Society

Squid Game offers a powerful critique of capitalism — but falls prey to it itself

Viewpoint: Squid Game’s message is betrayed by its commercialization through ads, merchandise and a hyperactive fandom.
Cover Image for Squid Game offers a powerful critique of capitalism — but falls prey to it itself

Noh Ju-Han/Netflix

The final season of Netflix’s hit Squid Game arrived this summer, reigniting its global fandom. Social media buzzed with fan edits, theories and merchandise hauls, from McDonald’s x Squid Game Happy Meals to Pop Mart collectibles

But this record-breaking frenzy sits uneasily beside the show’s central message: a scathing indictment of capitalism. The very marketing of Squid Game reveals the hit Korean drama as a textbook case of “redwashing” — when corporations adopt the veneer of social justice to deflect from their own misdeeds and generate profit – and effectively neutralizes the show’s radical message.

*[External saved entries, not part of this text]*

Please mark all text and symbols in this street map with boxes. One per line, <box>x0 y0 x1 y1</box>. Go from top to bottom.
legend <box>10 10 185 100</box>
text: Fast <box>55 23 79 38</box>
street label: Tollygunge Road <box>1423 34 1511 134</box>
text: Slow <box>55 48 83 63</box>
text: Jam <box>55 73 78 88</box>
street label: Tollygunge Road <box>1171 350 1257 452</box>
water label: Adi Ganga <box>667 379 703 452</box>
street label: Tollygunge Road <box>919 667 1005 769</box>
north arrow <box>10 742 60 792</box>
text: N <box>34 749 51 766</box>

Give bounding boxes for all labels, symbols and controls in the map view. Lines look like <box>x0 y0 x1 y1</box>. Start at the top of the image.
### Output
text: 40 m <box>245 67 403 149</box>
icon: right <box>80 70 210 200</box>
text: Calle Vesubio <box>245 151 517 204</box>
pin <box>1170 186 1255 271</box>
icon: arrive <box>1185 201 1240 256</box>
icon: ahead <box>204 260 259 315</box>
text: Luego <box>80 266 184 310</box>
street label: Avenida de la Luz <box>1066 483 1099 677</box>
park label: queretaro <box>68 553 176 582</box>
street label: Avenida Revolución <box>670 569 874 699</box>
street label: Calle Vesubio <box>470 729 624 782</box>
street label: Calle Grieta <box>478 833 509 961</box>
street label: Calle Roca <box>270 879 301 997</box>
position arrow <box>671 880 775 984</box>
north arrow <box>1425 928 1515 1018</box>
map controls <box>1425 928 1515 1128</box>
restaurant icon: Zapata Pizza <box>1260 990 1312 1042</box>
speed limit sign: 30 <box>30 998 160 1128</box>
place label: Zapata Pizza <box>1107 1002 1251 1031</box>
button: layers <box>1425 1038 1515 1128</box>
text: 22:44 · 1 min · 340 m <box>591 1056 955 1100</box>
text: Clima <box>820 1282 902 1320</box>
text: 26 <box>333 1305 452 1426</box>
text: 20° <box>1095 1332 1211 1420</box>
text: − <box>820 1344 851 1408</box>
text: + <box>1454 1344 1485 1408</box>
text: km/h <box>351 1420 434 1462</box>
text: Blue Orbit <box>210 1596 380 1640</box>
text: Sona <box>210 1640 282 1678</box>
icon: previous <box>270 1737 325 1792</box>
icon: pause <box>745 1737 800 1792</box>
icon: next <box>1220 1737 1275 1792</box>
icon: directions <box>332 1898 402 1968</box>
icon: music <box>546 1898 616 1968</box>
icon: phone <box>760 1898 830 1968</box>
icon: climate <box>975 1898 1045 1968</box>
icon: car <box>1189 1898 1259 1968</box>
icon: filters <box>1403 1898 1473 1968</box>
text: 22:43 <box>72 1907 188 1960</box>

Squid Game’s anti-capitalism is as clear as day. The show’s premise involves hundreds of people in crushing debt taking a chance to play in a deadly, last-man-standing competition for a cash prize. Participants watch their competitors die en masse in a series of twisted children’s games, all for the entertainment of bored elites. Even setting aside these obvious plot elements, the show’s artistic form is reminiscent of socialist realist fiction, the official literary doctrine of the Soviet Union. 

But without its dark, scathing commentary on our economic system, Squid Game is an empty spectacle, another part of the money-making machine of pop culture.

But without its dark, scathing commentary on our economic system, Squid Game is an empty spectacle, another part of the money-making machine of pop culture.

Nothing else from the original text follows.